Option que je garde dans un coin si personne d’autre que moi n’a d’idée géniale : le tour de la salle à califourchon sur une chaise (merci La Grande Vadrouille).
- Le jour de la cérémonie, comme on sait pertinemment qu’on n’arrivera pas à dormir à cause du stress du jour J, j’ai interdiction de lever les invités qui logeront chez nous à l’aube au doux son de La Chevauchée des Walkyries. Là, j’avoue, j’ai été con de mentionner l’idée à voix haute devant elle. Cela dit, il me reste en réserve le générique de l’Agence Tous Risques avec sa formidable rafale en intro…
J’adore quand un plan se déroule sans accroc.
- La jarretière a soulevé divers problèmes de taille. Et là, miracle, j’ai trouvé des solutions à chacun d’eux. Faut dire que le sujet me passionne, allez savoir pourquoi…
Yumi trouve la tradition amusante… ce que je mets en partie sur le compte d’un énième colifichet à ajouter à sa garde-robe. Cela dit, elle se posait des questions sur la bienséance du cérémonial. Réponse de votre serviteur : retirer la jarretière s’accomode plutôt bien avec l’humour local très pouet pouet par essence. Dans un pays où les blagues pipi-caca-prout et les gags à base de chutes et tartes à la crème sont considérées comme le summum de la déconne, un type avec la tête enfoncée dans les jupons d’une nana ne peut que trouver grâce. D’autant plus marrant dans cette contrée étrange où embrasser sa copine en public passe limite pour de la pornographie… Cerise sur le gâteau et argument de choc, je me cite : “Vous voulez copier le mariage à l’Occidentale avec robe blanche et tout le tintouin ? Il faut vous conformer aux traditions qui vont avec. Comme je dis à mes élèves : quand on copie, on assume.” On pourra m’objecter que placer un Japonais devant ses responsabilités est facile et que j’ai frappé sous la ceinture. Ouaip, tout à fait. Et la jarretière, elle ne se porte pas sous la ceinture justement ? Quod erat demonstrandum.

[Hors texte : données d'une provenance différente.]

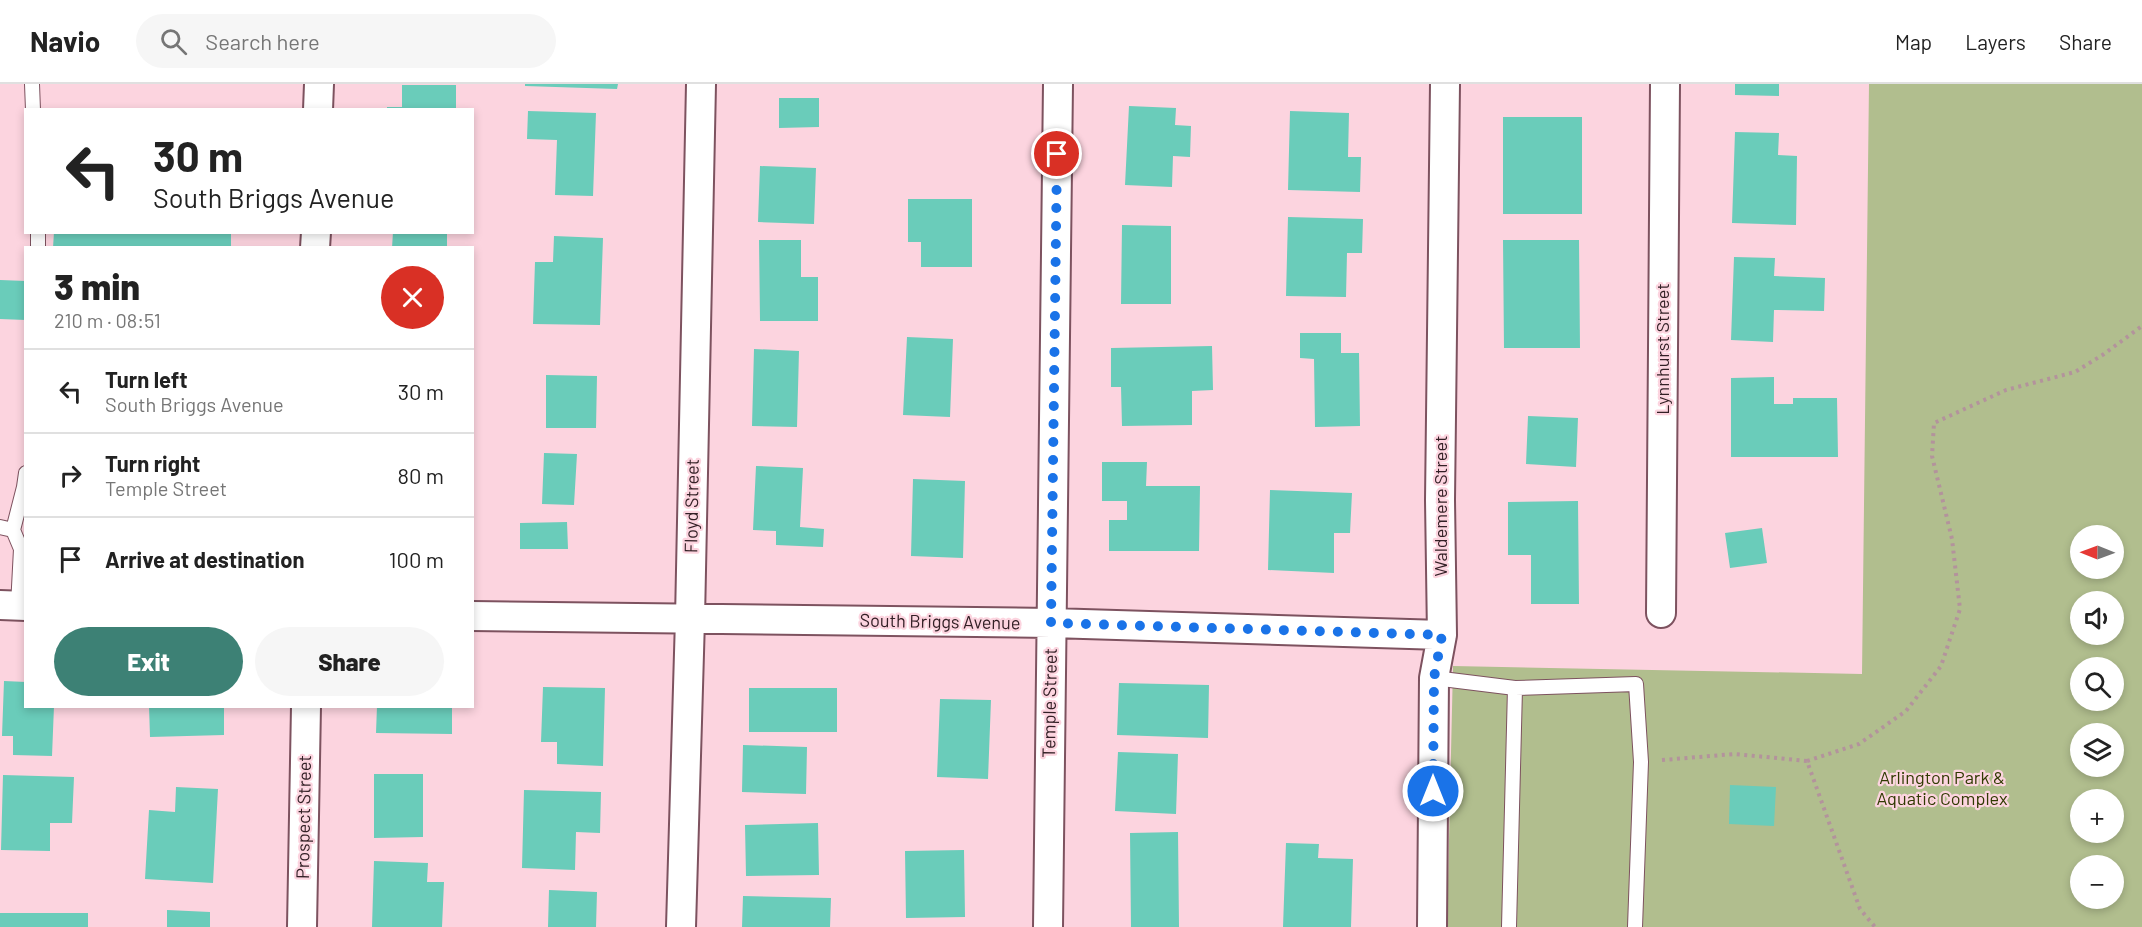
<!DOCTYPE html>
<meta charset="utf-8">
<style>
:root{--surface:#fff;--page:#f6f6f6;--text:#222;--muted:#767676;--line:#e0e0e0;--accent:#3d8175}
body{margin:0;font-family:Barlow,sans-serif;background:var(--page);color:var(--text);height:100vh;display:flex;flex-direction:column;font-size:22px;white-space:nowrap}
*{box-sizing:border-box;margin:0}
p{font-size:20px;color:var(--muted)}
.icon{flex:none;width:33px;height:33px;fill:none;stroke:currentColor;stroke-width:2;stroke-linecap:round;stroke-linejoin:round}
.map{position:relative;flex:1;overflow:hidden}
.side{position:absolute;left:24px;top:162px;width:450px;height:462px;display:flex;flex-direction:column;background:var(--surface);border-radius:0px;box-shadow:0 3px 9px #0003}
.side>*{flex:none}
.guide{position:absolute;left:24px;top:24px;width:450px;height:126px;border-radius:0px;box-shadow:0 3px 9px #0003;background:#fff;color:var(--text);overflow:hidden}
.needle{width:39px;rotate:271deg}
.tools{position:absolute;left:2070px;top:441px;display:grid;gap:12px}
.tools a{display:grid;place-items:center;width:54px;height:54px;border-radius:50%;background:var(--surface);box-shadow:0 3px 9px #0003;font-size:30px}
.pin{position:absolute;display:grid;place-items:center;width:51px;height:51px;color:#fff;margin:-26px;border:3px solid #fff;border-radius:50%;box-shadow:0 2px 6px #0007}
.me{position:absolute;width:66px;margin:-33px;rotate:0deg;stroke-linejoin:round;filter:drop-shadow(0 0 4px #0008)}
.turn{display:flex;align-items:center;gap:21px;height:126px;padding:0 30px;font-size:27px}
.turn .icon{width:78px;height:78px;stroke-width:2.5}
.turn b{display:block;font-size:42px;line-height:51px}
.round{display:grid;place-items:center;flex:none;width:63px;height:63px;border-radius:32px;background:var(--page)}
.summary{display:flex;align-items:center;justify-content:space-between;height:102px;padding:0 30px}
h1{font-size:36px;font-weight:800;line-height:45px}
.primary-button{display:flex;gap:12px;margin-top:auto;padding:12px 30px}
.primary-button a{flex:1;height:69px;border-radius:36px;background:var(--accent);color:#fff;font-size:24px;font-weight:800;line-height:69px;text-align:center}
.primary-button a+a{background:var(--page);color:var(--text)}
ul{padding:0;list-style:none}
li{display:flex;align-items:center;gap:18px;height:84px;padding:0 30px;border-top:2px solid var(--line)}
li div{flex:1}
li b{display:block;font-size:22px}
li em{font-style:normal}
header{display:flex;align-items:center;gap:36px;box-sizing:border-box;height:84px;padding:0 30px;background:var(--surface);border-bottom:2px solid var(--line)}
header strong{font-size:28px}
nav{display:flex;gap:33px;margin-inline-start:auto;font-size:21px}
.search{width:420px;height:54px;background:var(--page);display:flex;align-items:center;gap:15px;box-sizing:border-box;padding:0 21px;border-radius:33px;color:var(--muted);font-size:22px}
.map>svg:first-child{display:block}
.green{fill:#b1be8e;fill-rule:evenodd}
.building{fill:#6accba}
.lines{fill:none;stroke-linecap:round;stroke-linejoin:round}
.lane-casing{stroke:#7d525f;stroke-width:16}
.street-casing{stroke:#7d525f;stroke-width:32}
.path{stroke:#b3939c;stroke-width:4;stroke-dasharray:3 4.5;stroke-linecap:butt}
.lane{stroke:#fff;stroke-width:14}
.street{stroke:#fff;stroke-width:28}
.route{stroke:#1a73e8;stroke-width:10;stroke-dasharray:0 18}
.labels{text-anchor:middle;stroke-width:4.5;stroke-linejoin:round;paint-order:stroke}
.street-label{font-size:18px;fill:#332026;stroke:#fcd4df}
.park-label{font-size:18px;fill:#303a02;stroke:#fcd4df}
</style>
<header>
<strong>Navio</strong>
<div class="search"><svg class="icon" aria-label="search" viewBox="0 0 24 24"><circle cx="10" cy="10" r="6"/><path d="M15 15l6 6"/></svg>Search here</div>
<nav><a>Map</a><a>Layers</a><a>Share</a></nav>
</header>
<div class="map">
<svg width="2142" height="843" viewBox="0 0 2142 843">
<rect width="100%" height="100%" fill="#fcd4df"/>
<!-- green -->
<path class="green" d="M 1869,0 L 2142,0 L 2142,843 L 1447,843 L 1453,582 L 1862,590 ZM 2080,452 L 2114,452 L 2114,484 L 2080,484 ZM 2080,518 L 2114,518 L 2114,550 L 2080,550 ZM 2080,584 L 2114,584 L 2114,616 L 2080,616 ZM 2080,650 L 2114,650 L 2114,682 L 2080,682 ZM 2080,716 L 2114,716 L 2114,748 L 2080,748 ZM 2080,782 L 2114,782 L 2114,814 L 2080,814 Z"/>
<!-- building -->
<path class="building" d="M 525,0 L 618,0 L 617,5 L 525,2 Z
M 1735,0 L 1779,0 L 1779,12 L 1735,11 Z
M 402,1 L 456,1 L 456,26 L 387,26 L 387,23 L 402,23 Z
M 779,14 L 819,14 L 819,43 L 779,44 Z
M 1129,22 L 1176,24 L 1175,41 L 1191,42 L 1190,73 L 1173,72 L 1172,103 L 1125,101 Z
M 528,27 L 596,29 L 593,112 L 555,111 L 557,56 L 527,55 Z
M 1290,27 L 1349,29 L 1348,73 L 1361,73 L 1360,108 L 1288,106 Z
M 1503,33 L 1582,33 L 1582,130 L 1503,130 Z
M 1735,48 L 1779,49 L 1778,71 L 1797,72 L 1796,141 L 1732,139 Z
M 760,82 L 816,84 L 814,140 L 758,138 Z
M 908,115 L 972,115 L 972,183 L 921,183 L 921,158 L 908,158 Z
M 1288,133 L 1363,135 L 1362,169 L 1347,169 L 1346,213 L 1286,212 Z
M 1122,141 L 1171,142 L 1171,220 L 1121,220 Z
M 54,148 L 231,148 L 231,164 L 53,164 Z
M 393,148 L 447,148 L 447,164 L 392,164 Z
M 554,152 L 603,154 L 600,241 L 533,240 L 535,178 L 553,178 Z
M 759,156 L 801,156 L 801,193 L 818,193 L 818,237 L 760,237 Z
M 1503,156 L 1579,156 L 1580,264 L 1504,264 Z
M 1734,173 L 1775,174 L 1774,192 L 1825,194 L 1824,227 L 1774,226 L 1773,258 L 1731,256 Z
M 0,196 L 26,197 L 26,236 L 0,235 Z
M 1300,249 L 1341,249 L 1341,269 L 1359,269 L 1360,342 L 1315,343 L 1314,275 L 1300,274 Z
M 907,253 L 953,255 L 950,333 L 903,331 Z
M 1212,262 L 1213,306 L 1192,307 L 1192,341 L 1122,342 L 1121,303 L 1111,303 L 1111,264 Z
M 754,265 L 799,267 L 797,343 L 752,342 Z
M 546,291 L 597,292 L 596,344 L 546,344 Z
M 1774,293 L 1774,320 L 1793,320 L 1793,314 L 1837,314 L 1838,373 L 1731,373 L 1731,294 Z
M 1528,332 L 1578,334 L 1576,383 L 1526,380 Z
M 544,369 L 577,370 L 574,421 L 542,420 Z
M 1102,378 L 1147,378 L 1146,402 L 1200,402 L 1199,467 L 1109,467 L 1109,436 L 1127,436 L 1127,417 L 1102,417 Z
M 756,382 L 803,384 L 800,443 L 824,445 L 823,463 L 776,461 L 776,447 L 753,446 Z
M 913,395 L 965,397 L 963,474 L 911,472 Z
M 1270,406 L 1352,409 L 1350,449 L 1334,449 L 1334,489 L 1268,486 Z
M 1578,417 L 1579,520 L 1531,520 L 1531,471 L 1508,471 L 1508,418 Z
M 567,438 L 568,465 L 520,465 L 520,439 Z
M 1762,444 L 1767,479 L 1730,484 L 1725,449 Z
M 4,597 L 26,598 L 26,622 L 54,622 L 52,672 L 13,671 L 13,652 L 2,652 Z
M 1119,599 L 1209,601 L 1208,654 L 1117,651 Z
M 543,603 L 605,604 L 603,682 L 557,680 L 557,658 L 541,658 Z
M 749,604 L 837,604 L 837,648 L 749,648 Z
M 940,615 L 991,616 L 988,695 L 937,693 Z
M 149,622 L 224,622 L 224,651 L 150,653 Z
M 377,622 L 452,622 L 452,650 L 376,649 Z
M 743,661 L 807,663 L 806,710 L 742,708 Z
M 1118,668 L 1178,670 L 1176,730 L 1115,727 Z
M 374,690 L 423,690 L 423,753 L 374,754 Z
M 3,691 L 74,693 L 72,739 L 50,739 L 50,767 L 1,766 Z
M 1730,701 L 1776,703 L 1774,742 L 1729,740 Z
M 176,703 L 218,705 L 213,799 L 145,795 L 149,726 L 175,728 Z
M 524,706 L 601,708 L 600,749 L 576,748 L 575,786 L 522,784 Z
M 818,739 L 819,791 L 746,792 L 745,741 Z
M 1178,748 L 1179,843 L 1131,843 L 1130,749 Z
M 1286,759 L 1319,760 L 1318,774 L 1353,775 L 1351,843 L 1283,843 Z
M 964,766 L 965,833 L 906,834 L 905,767 Z
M 374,777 L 428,779 L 427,798 L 444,798 L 442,843 L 372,843 Z
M 549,806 L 597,808 L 596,843 L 548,843 Z
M 743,812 L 831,814 L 830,843 L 742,843 Z
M 167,826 L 210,828 L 210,843 L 167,843 Z
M 0,829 L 88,829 L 88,843 L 0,843 Z"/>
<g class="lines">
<!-- lane casing -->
<g class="lane-casing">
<path id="lane" d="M 32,0 L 33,26
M 38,148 L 38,164
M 0,443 L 13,446 L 21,465 L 18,522
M 13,446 L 24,403 L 26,389
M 1434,594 L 1515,604 L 1636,600 L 1641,678 L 1635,843
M 1509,843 L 1515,604"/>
</g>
<!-- street casing -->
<g class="street-casing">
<path id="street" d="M 318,26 L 319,0
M 315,164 L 316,148
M 0,521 L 26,522
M 1661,529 L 1665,0
M 472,532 L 1051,539 L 1442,551
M 302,843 L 306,622
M 681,843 L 690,535 L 701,0
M 1048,843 L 1058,0
M 1432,843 L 1434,594 L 1442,551 L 1440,416 L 1445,0"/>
</g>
<!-- path -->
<path class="path" d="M 1662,676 L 1735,670 L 1807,677 L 1860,825 L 1875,843
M 1807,677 L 1859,660 L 1906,627 L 1941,582 L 1960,525 L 1952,455 L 1932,372 L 1934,339 L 2006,306 L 2075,288 L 2104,270 L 2142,242"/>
<!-- lane -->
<use href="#lane" class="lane"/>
<!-- street -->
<use href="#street" class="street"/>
</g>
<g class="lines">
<!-- route -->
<path class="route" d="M 1057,70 L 1051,539 L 1442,551 L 1434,594 L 1433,707"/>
</g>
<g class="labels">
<!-- street labels -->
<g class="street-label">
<text transform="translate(1663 265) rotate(-90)" y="6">Lynnhurst Street</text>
<text transform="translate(692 422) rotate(-89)" y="6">Floyd Street</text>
<text transform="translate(1441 422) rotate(-90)" y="6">Waldemere Street</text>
<text transform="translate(940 538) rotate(1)" y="6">South Briggs Avenue</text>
<text transform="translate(1050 619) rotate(-89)" y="6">Temple Street</text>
<text transform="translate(304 733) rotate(-89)" y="6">Prospect Street</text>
</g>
<!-- park labels -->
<g class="park-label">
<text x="1942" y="700">Arlington Park &amp;<tspan x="1942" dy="21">Aquatic Complex</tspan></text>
</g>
</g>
</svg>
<div class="tools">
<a><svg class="needle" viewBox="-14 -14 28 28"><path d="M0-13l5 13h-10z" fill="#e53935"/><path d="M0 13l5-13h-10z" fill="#767676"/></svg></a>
<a><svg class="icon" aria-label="sound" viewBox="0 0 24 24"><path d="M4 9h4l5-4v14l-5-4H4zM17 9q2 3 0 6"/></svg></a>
<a><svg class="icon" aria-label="search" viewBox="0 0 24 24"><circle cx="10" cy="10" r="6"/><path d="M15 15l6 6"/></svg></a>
<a><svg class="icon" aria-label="layers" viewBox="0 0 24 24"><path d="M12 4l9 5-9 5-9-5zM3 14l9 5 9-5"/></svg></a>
<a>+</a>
<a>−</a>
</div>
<div class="pin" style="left:1057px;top:70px;background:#d93025"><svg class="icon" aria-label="arrive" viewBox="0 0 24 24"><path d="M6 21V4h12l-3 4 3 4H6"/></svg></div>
<svg class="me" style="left:1433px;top:707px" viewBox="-20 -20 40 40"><circle r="17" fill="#1a73e8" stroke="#fff" stroke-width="3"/><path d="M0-11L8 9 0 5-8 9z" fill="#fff"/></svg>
<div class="guide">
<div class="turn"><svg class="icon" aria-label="left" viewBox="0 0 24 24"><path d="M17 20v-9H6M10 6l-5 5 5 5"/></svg><div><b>30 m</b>South Briggs Avenue</div></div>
</div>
<section class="side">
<div class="summary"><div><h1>3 min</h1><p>210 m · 08:51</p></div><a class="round" style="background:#d93025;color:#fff"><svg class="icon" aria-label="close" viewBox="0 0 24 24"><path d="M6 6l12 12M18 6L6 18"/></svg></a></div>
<ul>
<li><svg class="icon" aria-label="left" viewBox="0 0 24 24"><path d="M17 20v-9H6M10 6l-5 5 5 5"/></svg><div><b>Turn left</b><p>South Briggs Avenue</p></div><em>30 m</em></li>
<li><svg class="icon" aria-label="right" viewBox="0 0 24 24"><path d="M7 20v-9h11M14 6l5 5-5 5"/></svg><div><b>Turn right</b><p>Temple Street</p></div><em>80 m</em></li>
<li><svg class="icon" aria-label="arrive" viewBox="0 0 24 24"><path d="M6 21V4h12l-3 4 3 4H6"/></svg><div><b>Arrive at destination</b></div><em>100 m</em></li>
</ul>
<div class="primary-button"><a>Exit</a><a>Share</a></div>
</section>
</div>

La question du qui ne s’est pas posée plus d’une demi-seconde, c’est MON privilège de la tripoter. Ceux qui rêvaient d’enchères et fantasmaient sur les cuisses de la miss, vous pouvez vous l’accrocher derrière l’oreille.
On passera également sur la symbolique de l’objet, la virginité appartenant aux reliques du passé. Nous avons pris “un peu” d’avance sur la consommation (intensive) du mariage. De toute façon, l’idéal virginal était déjà loin, aussi bien la nuit on s’est connu bibliquement pour la première fois que le jour où on a simplement fait connaissance. Dans ce pays où l’hypocrisie est reine, tout le monde fera semblant, et hop abracadabra. Coup de baguette magique, si j’ose dire.
J’ai mis un veto sur la solution de facilité vers laquelle certaines se rabattent par pudeur ou autre raison irrecevable : le ruban à hauteur de cheville. Argument imparable : placer le jarret à cet endroit démontrerait une méconnaissance totale de l’anatomie. Sans compter, surtout, que cet artifice me priverait du plaisir de glisser la tête sous la robe de ma femme. Yumi a peur que je profite de la retirer avec les dents pour placer un coup de langue où il ne faut pas. Et là elle est coincée : elle peut difficilement m’interdire l’accès au jardin des délices, puisque ce serait contreproductif dans un mariage. En plus, la coquine est toujours consentante pour ce genre de cochonnerie. Pour la tranquilliser, j’ai démontré photos à l’appui que personne ne verra ce qui se passe dans ses froufrous, sous réserve qu’elle ne pousse pas de couinements révélateurs.
A mon avis, c’est jouable. Tendu mais jouable. On sera sûrement à deux doigts de l’incident, voire à deux doigts tout court, mais on peut y arriver.